In general, these markets do not appear to be fundamentally different from non-health care markets. Competition tends to produce more uniformity of fees and waiting times than would otherwise be the case. Similarly, quality competition also tends to produce either uniform quality or a uniform trade-off between money prices and quality.
Reverse medical tourism. In the international tourism market, quality is almost always a factor when people travel for their care. And when people travel for their care, cost often is also a factor — either because the patient is paying the entire bill out of pocket or because the patient and a third-party insurer have an arrangement that allows both to profit from the travel. More generally, we have seen that price and quality competition tend to complement each other.
Is it possible to replicate this experience in the domestic hospital marketplace? Even without a major policy change, developments are under way. By one estimate 430,000 non-residents a year enter the United States for medical care. Some Canadian firms are even able to obtain package prices for Canadians seeking medical care at U.S. hospitals.
Moreover, you do not have to be a foreigner to benefit from domestic medical tourism. Colorado-based HealthBridge International offers U.S. employer plans a specialty network with flat fees for surgeries paid in advance that are 15 percent to 50 percent less than a typical network. North American Surgery, Inc. has negotiated deep discounts with 22 surgery centers, hospitals and clinics across the United States as an alternative to foreign travel for low-cost surgeries. The “cash” price for a hip replacement in the network is $16,000 to $19,000, making it competitive with facilities in India and Singapore.
One reason why so little is known about the domestic medical tourism market is that hospitals prefer that most of their patients not know about it. The reason: they are often offering the traveling patient package prices and lower prices not available to local patients. That occurs because the hospital is only competing on price for the patients who travel.

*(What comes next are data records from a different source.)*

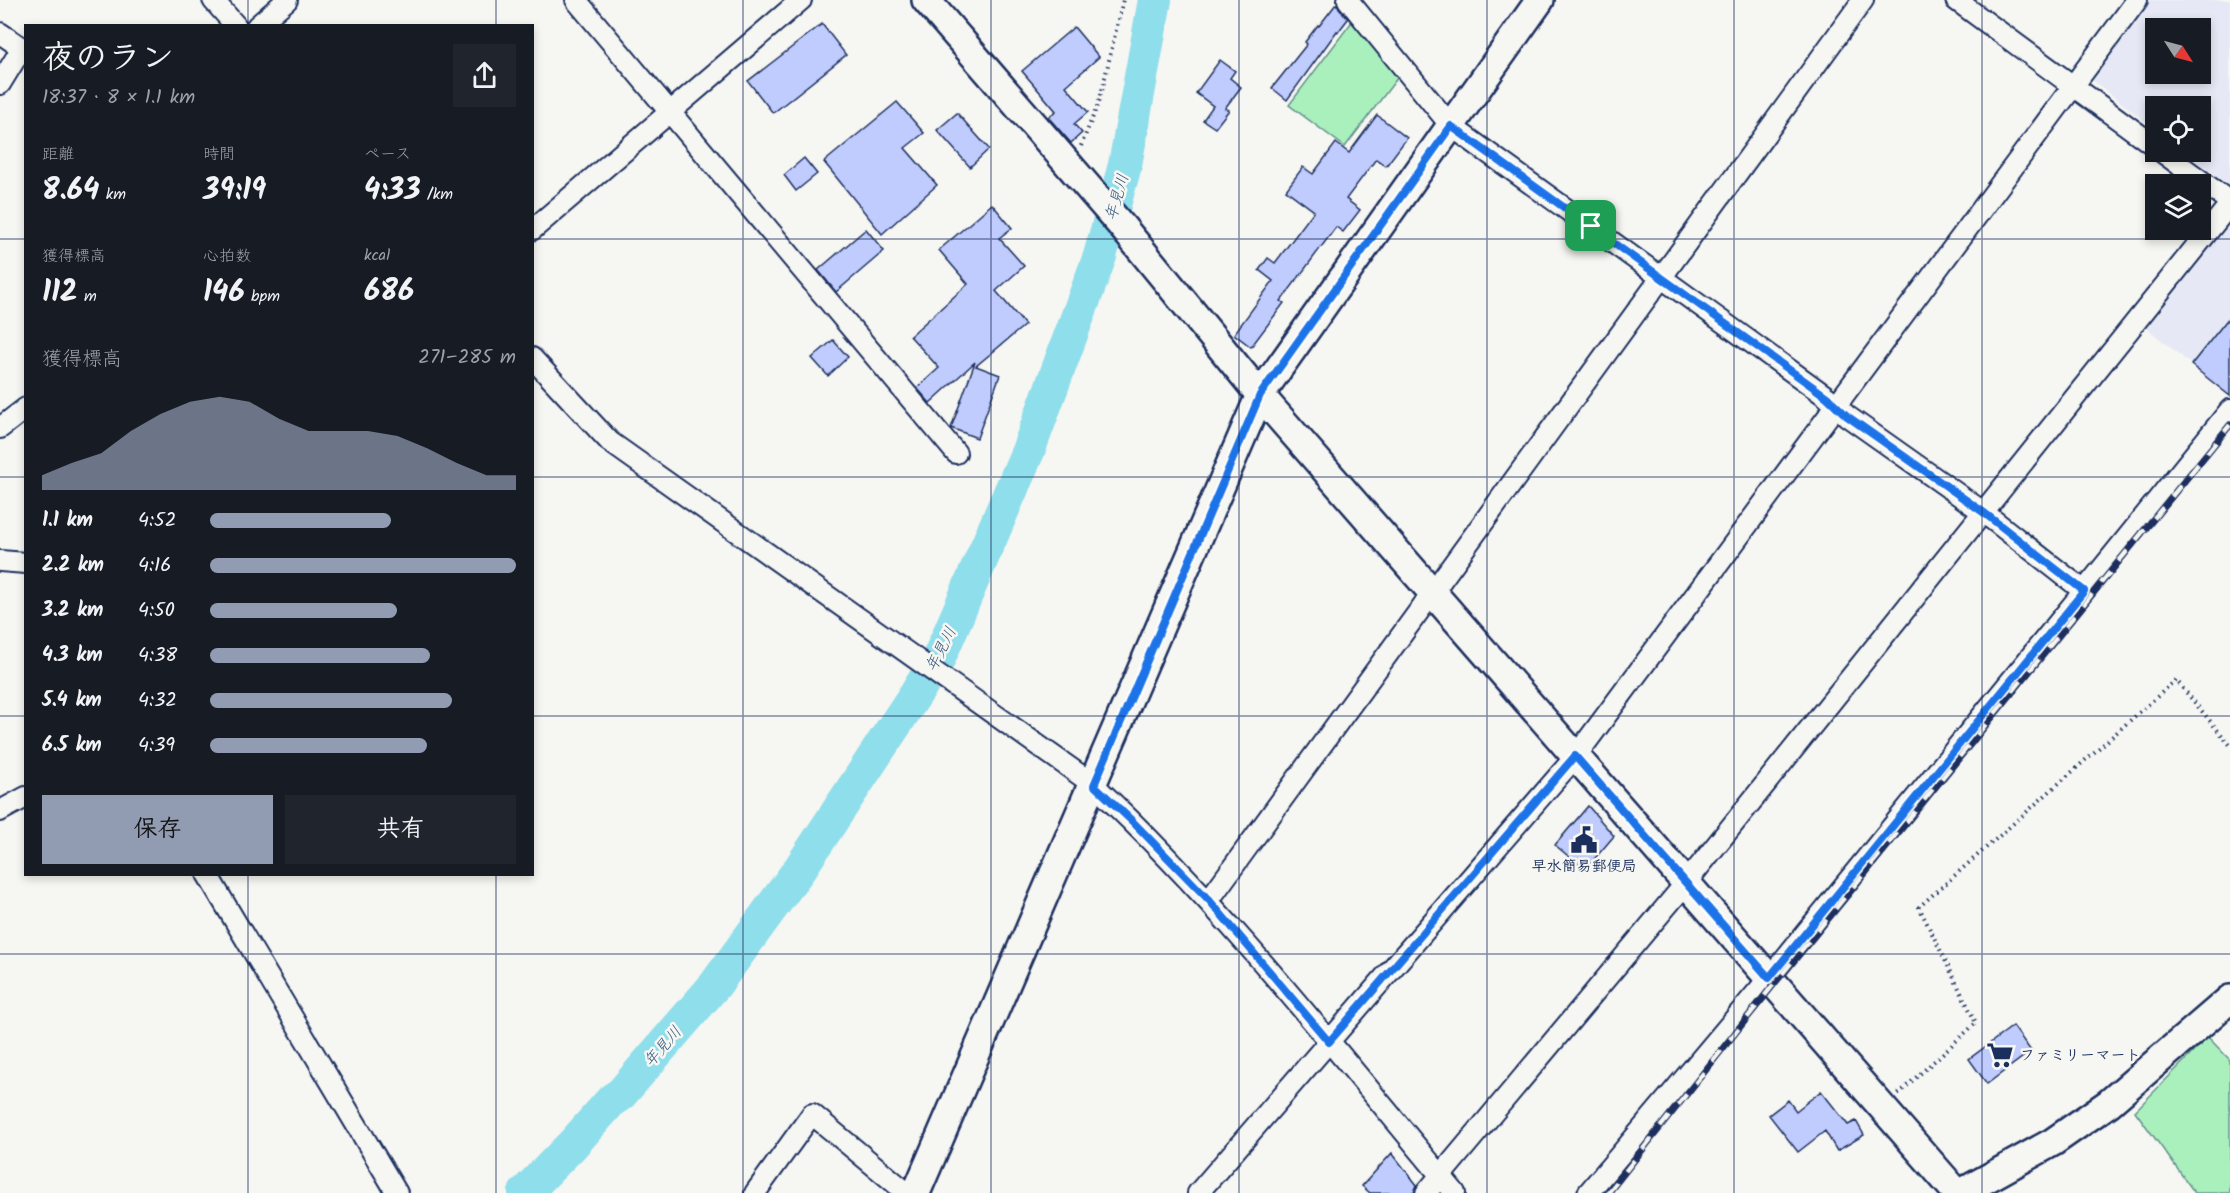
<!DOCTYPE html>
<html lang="ja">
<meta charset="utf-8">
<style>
:root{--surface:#171b24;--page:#20242c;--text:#f1f3f6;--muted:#9ea1a6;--accent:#919bb2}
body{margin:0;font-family:Kalam,"Klee One",sans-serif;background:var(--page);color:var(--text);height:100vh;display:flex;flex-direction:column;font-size:22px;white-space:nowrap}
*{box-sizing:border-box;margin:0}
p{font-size:20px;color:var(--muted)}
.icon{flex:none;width:33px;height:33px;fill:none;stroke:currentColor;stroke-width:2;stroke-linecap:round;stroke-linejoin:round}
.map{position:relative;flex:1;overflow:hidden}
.side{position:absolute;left:24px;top:24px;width:510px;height:852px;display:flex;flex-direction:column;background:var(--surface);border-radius:0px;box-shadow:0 3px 9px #0003}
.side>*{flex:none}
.needle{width:39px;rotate:126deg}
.controls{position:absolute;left:2145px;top:18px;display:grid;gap:12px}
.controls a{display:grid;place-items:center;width:66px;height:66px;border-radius:0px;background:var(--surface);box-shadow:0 3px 9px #0003;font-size:30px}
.pin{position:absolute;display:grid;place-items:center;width:51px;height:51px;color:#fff;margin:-26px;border-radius:12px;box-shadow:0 3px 9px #0006}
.round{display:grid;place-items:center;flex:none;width:63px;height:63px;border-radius:0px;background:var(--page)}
.overview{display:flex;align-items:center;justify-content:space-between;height:102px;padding:0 18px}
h1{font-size:33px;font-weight:600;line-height:45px}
.metrics{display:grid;grid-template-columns:repeat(3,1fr);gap:9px;height:102px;padding:6px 18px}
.metrics div{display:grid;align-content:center}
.metrics b{font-size:30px;font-weight:600}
.metrics small{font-size:16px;font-weight:400}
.metrics p{font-size:16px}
.chart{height:168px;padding:12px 18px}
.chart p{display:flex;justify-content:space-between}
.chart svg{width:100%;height:108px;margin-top:6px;fill:var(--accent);opacity:.7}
.button{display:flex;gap:12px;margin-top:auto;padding:12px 18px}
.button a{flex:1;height:69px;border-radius:0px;background:var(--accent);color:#111;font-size:24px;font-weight:600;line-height:69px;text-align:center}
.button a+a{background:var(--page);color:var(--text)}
ul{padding:0 18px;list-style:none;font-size:20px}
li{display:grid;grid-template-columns:96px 72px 1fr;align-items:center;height:45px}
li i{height:15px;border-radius:8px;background:var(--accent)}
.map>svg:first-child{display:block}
.built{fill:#e6e9f5;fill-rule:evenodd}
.green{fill:#aaf0bc;stroke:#62908d;stroke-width:1.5}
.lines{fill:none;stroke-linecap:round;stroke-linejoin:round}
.river{stroke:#8fdeeb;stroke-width:34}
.building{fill:#bfccfd;stroke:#1b2f5e;stroke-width:1.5}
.street-casing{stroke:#1b2f5e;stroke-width:24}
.secondary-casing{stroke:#1b2f5e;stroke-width:32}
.path{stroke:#1b2f5e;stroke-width:4;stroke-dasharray:1.5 4.5;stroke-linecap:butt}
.street{stroke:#f6f6f2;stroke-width:20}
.secondary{stroke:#f6f6f2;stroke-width:27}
.rail-casing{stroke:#1b2f5e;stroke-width:7}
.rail{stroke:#f6f6f2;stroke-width:4.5;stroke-dasharray:14;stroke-linecap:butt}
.route-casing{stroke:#fff;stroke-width:12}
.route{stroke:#1a73e8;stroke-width:8}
.grid{fill:none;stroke:#1b2f5e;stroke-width:1.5;stroke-opacity:0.55}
.labels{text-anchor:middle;stroke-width:5;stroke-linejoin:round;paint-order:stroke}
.poi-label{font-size:15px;font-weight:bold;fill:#1b2f5e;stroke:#f6f6f2}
.water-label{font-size:16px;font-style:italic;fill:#385b81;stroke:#f6f6f2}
</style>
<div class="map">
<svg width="2230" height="1193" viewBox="0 0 2230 1193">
<rect width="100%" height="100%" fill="#f6f6f2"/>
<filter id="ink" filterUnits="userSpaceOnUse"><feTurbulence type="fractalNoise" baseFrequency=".0167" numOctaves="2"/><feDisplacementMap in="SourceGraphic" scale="12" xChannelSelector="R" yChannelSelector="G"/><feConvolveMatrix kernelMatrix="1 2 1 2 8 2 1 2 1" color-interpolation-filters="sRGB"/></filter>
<g filter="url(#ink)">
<!-- built -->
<path class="built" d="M2150,0H2230V186L2185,152H2200V106H2156L2155,129L2091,79ZM2156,28H2200V74H2156Z
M2230,218V396L2143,325Z"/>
<!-- green -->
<path class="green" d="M1354,19L1398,77L1345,147L1289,105Z
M2208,1037L2230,1060V1193H2195L2135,1111Z"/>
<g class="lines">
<!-- river -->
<path class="river" d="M525,1193L573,1144L612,1100L621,1094L715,985L801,867L938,660L1028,451L1100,256L1125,165L1155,0"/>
</g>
<!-- building -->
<path class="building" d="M1336,4L1348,19L1338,32L1337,31L1287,100L1272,88L1307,44L1305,42L1318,25L1319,26Z
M822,24L846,55L773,113L748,81Z
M1074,27L1099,57L1066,86L1088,112L1074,124L1082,133L1071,143L1048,117L1056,111L1022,71Z
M1220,60L1235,71L1230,78L1241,87L1225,108L1229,110L1215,128L1203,120L1213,106L1196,93Z
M897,102L924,133L905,148L937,185L882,234L824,162Z
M957,113L989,149L970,167L937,130Z
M1377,115L1407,138L1386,166L1376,159L1346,199L1360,210L1343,232L1336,227L1281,301L1284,303L1251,347L1234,334L1273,281L1259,270L1268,258L1275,263L1314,211L1286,190L1303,167L1313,174L1336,143L1349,153Z
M804,158L817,174L796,191L784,175Z
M992,204L1012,228L999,238L1024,266L996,291L1025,325L976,366L1000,375L977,438L951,428L975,362L930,403L917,388L939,368L910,336L968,284L939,250Z
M866,229L884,251L836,292L818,270Z
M2230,316V396L2191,365Z
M833,340L848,357L828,376L812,358Z
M1588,806L1614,836L1585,870L1555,845Z
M2013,1026L2031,1051L1987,1084L1969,1059Z
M1821,1091L1848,1125L1856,1121L1864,1135L1837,1151L1825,1131L1798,1152L1769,1115L1788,1100L1796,1111Z
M1392,1153L1417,1185L1414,1193H1370L1362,1186Z"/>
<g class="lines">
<defs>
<path id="street" d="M213,0L236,26
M576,0L956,453
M1348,0L1451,126L1827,397L1847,416L1983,512L2084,591L1769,978L1588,1193
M1956,0L2156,147
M257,26L287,0
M0,33L22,48L0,84
M2162,152L2230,202
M532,230L801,0
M532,358L610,442L1094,785C1226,909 1339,1054 1455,1193
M0,428L26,408
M0,561L26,563
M2084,591L2230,410
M0,811L26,797
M207,874L397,1193
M1209,900L1863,0
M755,1193L812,1114L907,1193
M1198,1193L1576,756L2137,0
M1426,1193L1686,883L2230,204"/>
<path id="secondary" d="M926,0L1120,224L1260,395L1957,1193
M916,1193L1260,395L1540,0
M1961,1193L2053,1142L2109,1103L2230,999"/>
</defs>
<!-- street casing -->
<use href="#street" class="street-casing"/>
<!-- secondary casing -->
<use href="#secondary" class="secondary-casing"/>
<!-- path -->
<path class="path" d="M1081,146L1100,99L1123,0
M1898,1094L1976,1023L1919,907L2176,680L2230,745"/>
<!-- street -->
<use href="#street" class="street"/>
<!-- secondary -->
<use href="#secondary" class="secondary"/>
<defs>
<path id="rail" d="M1608,1193L1774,984L2230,425"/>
</defs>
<!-- rail casing -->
<use href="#rail" class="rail-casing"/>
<!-- rail -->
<use href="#rail" class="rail"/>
</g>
</g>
<g class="lines" filter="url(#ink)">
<defs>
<path id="route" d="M1451,126L1827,397L1847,416L1983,512L2084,591L1769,978L1575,756L1329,1042L1209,900L1132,821L1094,785L1260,395Z"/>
</defs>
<!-- route casing -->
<use href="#route" class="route-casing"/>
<!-- route -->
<use href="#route" class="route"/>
</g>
<!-- grid -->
<path class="grid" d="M248,0V26M496,0V26M743,0V1193M991,0V1193M1239,0V1193M1487,0V1193M1734,0V1193M1982,0V1193M0,239H26M532,239H2230M0,477H26M532,477H2230M0,716H26M532,716H2230M248,874V1193M496,874V1193M0,954H2230"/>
<!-- icons -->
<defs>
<symbol id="civic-bare" viewBox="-9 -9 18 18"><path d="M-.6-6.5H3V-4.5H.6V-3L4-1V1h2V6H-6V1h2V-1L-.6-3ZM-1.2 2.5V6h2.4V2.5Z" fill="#1b2f5e" stroke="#f6f6f2" stroke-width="2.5" paint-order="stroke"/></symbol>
<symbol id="supermarket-bare" viewBox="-9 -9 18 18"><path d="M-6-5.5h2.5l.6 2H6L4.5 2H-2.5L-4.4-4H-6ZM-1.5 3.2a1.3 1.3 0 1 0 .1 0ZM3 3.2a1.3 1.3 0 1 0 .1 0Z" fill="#1b2f5e" stroke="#f6f6f2" stroke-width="2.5" paint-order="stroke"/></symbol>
</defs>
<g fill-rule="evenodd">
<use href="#civic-bare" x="1565" y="821" width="38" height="38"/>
<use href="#supermarket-bare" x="1981" y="1036" width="38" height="38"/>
</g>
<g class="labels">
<!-- poi labels -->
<g class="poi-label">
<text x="1584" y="871">早水簡易郵便局</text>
<text x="2020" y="1060" text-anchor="start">ファミリーマート</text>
</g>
<!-- water labels -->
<g class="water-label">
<text transform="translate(1116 197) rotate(-74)" y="6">年見川</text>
<text transform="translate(940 649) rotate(-63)" y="6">年見川</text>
<text transform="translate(662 1046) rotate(-49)" y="6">年見川</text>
</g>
</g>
</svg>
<div class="controls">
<a><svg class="needle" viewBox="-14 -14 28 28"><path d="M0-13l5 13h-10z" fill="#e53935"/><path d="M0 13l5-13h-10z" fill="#9ea1a6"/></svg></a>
<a><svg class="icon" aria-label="locate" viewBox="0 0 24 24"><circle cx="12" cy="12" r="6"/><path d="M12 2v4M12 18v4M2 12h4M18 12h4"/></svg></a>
<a><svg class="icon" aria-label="layers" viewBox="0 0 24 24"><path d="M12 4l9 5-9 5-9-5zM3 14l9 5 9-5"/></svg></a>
</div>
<div class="pin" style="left:1591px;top:226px;background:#1e9e55"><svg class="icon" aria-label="arrive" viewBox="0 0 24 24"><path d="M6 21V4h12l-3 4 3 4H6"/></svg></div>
<section class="side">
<div class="overview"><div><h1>夜のラン</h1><p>18:37 · 8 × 1.1 km</p></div><a class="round"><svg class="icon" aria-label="share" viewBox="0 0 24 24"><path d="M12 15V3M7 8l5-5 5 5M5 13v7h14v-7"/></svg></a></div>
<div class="metrics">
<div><p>距離</p><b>8.64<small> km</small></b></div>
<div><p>時間</p><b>39:19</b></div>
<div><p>ペース</p><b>4:33<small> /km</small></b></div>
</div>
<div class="metrics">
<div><p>獲得標高</p><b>112<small> m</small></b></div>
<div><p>心拍数</p><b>146<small> bpm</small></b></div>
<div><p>kcal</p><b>686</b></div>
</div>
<div class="chart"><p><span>獲得標高</span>271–285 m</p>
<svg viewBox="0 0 160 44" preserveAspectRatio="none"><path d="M0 44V38L10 33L20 29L30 20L40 13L50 8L60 6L70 8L80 15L90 20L100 20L110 20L120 22L130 27L140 33L150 38L160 38V44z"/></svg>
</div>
<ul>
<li><b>1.1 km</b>4:52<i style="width:59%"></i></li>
<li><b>2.2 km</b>4:16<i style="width:100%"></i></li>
<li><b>3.2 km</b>4:50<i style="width:61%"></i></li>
<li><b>4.3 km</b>4:38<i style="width:72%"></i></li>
<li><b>5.4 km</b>4:32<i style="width:79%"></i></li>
<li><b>6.5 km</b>4:39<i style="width:71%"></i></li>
</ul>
<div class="button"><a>保存</a><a>共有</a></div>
</section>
</div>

If traveling patients begin to make up a large percent of a hospital’s caseload, however, medical tourism has the potential to change the hospital’s entire business plan.
Detroit Medical Center. In a previous post I noted that the Detroit Medical Center is unusual in the way it competes for patients based on quality. Its website informs you that the DMC “is dedicated to staying ahead of the crowd when it comes to the quality of our care.” A link to the Leapfrog website allows patients to compare quality metrics at Detroit-area hospitals and the language at the DMC site clearly implies you’re risking your life if you patronize a competitor. “If you want a hospital with walking trails or a day spa, go someplace else,” the site advises. “Just don’t expect the latest in patient safety technology. Because 100-percent medication scanning is only at DMC.”
An explanation for Detroit Medical Center’s emphasis on quality competition may be its interest in competing for traveling patients — both internationally and within the United States. The DMC draws about 300 international patients a year. For robotic prostate cancer surgery, it has attracted 600 patients from 50 states and 22 countries. Although DMC’s website does not post prices, if you are an international patient, you are promised “cost estimates” and “package pricing.”
They also advertise the availability of rooms and suites for family members on campus, their willingness to book rooms for family at area hotels and free parking and other amenities.
Furthermore, it may be no accident that such facilities as the Cleveland Clinic and the Mayo Clinic also attract large numbers of patients who travel. High quality care and medical tourism seem to go hand in hand.